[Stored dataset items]
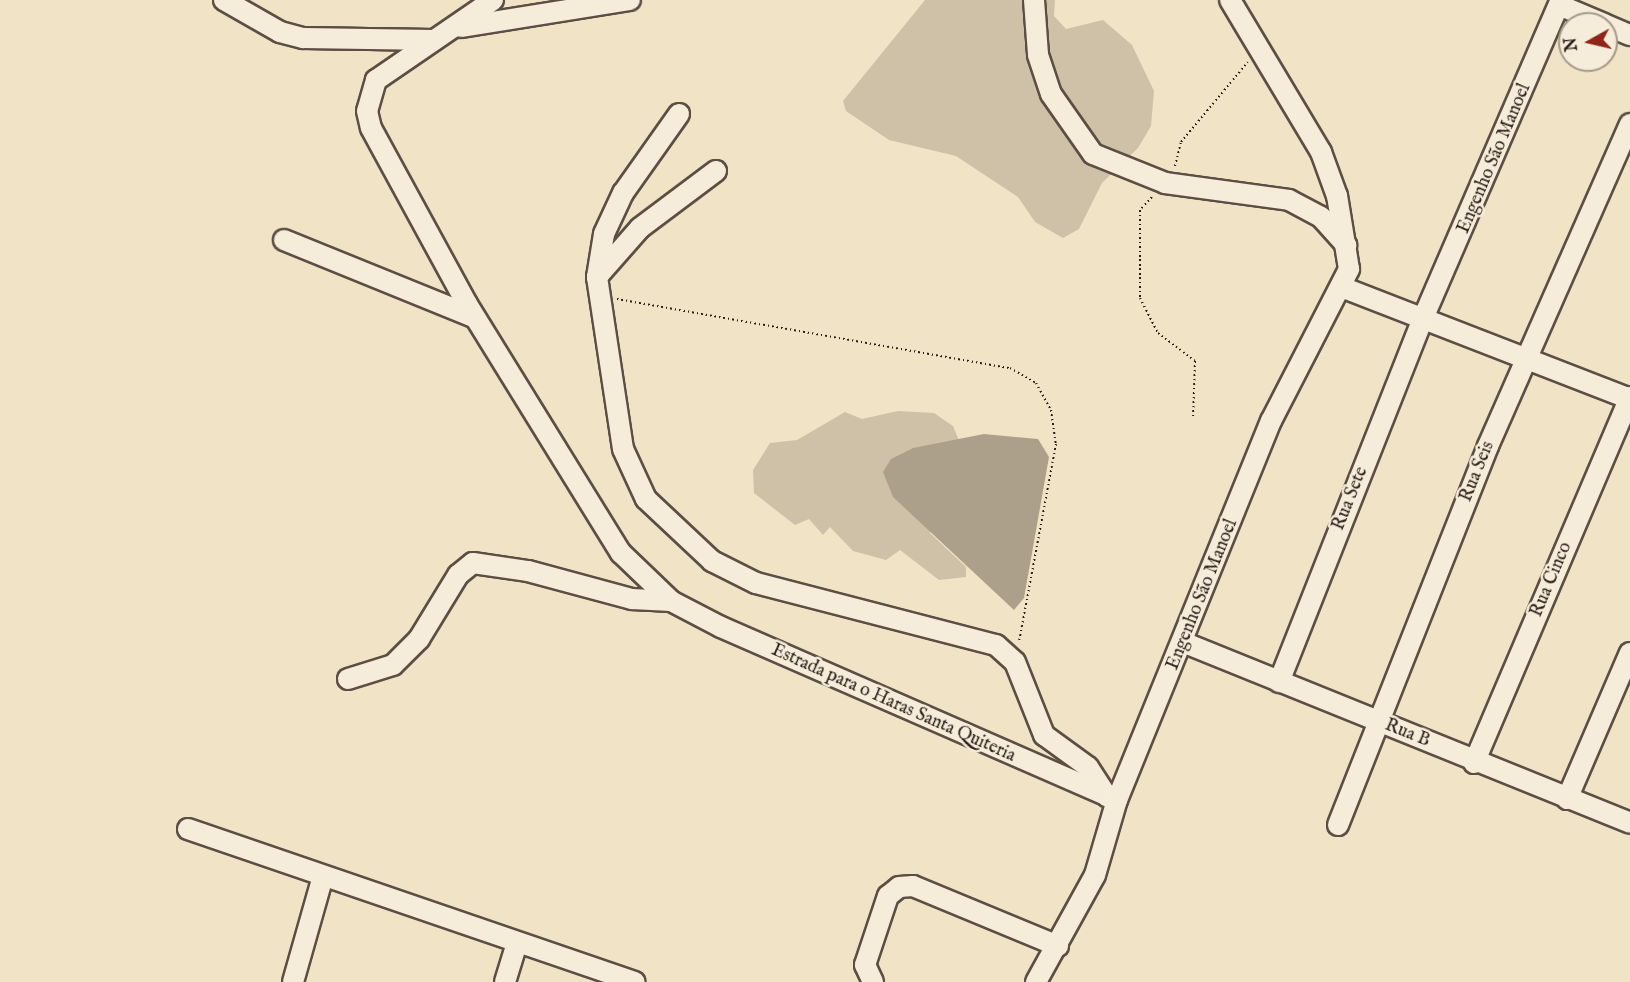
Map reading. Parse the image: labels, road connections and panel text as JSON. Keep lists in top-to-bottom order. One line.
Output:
{"streets":{"street":["Engenho São Manoel","Rua Seis","Rua Sete","Rua Cinco","Estrada para o Haras Santa Quiteria","Rua B"]},"crossings":[["Engenho São Manoel","Rua Sete"],["Engenho São Manoel","Estrada para o Haras Santa Quiteria"],["Engenho São Manoel","Rua B"],["Rua Seis","Rua B"],["Rua Sete","Rua B"],["Rua Cinco","Rua B"]],"north":"left"}
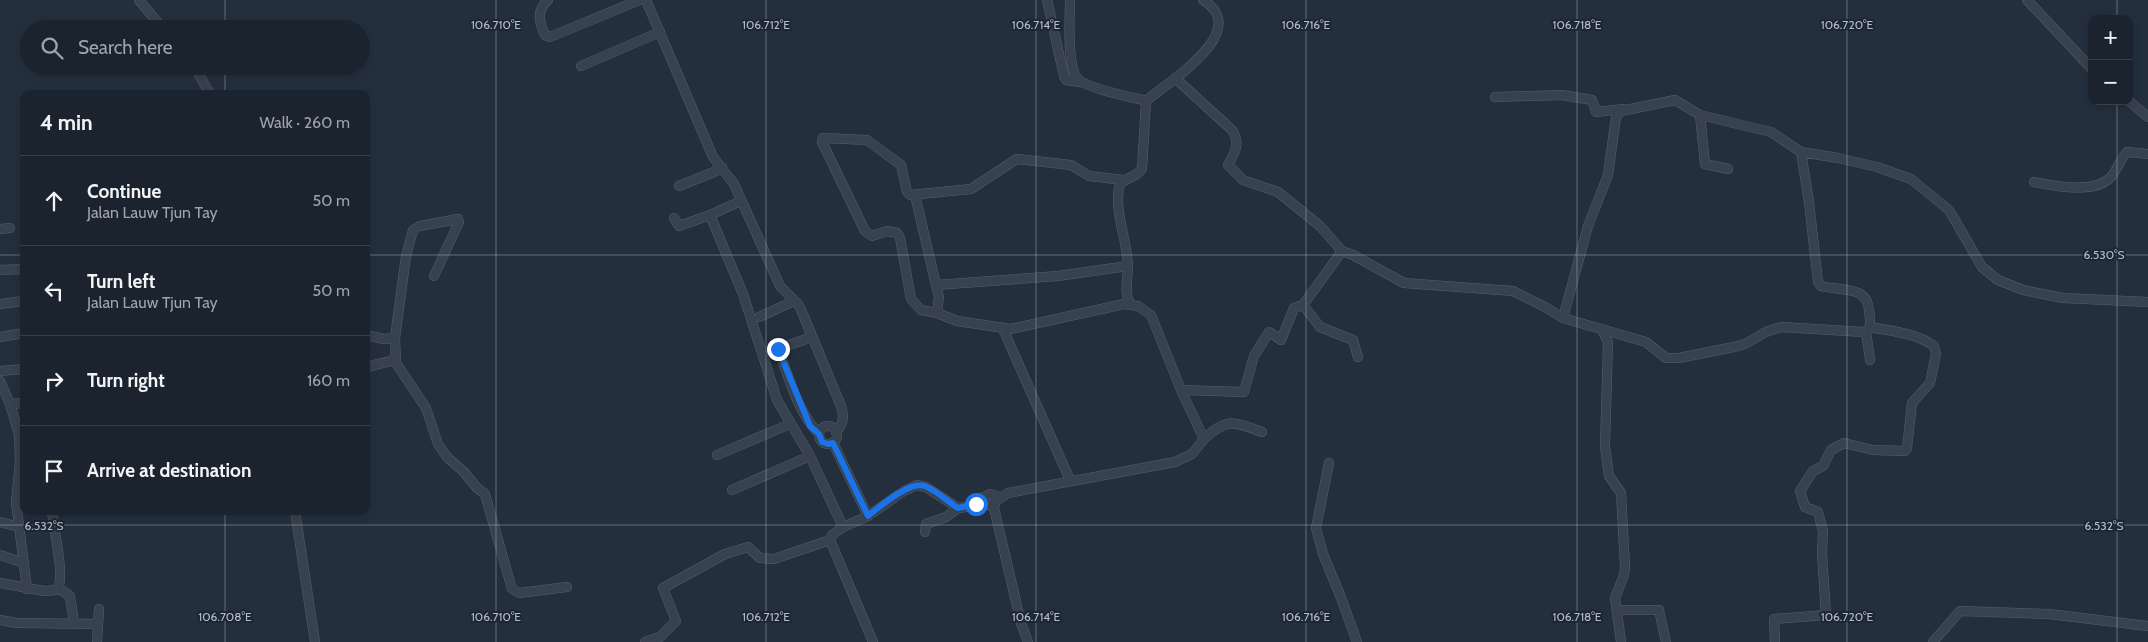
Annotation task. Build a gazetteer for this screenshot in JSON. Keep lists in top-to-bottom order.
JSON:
{
  "page": {
    "map_buttons": ["+", "−"],
    "search": "Search here",
    "heading": ["4 min", "Walk · 260 m"],
    "list": [
      ["Continue", "Jalan Lauw Tjun Tay", "50 m"],
      ["Turn left", "Jalan Lauw Tjun Tay", "50 m"],
      ["Turn right", "160 m"],
      "Arrive at destination"
    ]
  },
  "coordinates": [
    "106.710°E",
    "106.712°E",
    "106.714°E",
    "106.716°E",
    "106.718°E",
    "106.720°E",
    "6.530°S",
    "6.532°S",
    "106.708°E"
  ]
}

◆ How to complete this task
Needed here is a verbatim copy of the data from the first line through the line with "Annotation task. Build", without pictures.

◆ Completed exercise
Map reading. Parse the image: labels, road connections and panel text as JSON. Keep lists in top-to-bottom order. One line.
Output:
{"streets":{"street":["Engenho São Manoel","Rua Seis","Rua Sete","Rua Cinco","Estrada para o Haras Santa Quiteria","Rua B"]},"crossings":[["Engenho São Manoel","Rua Sete"],["Engenho São Manoel","Estrada para o Haras Santa Quiteria"],["Engenho São Manoel","Rua B"],["Rua Seis","Rua B"],["Rua Sete","Rua B"],["Rua Cinco","Rua B"]],"north":"left"}
Annotation task. Build a gazetteer for this screenshot in JSON. Keep lists in top-to-bottom order.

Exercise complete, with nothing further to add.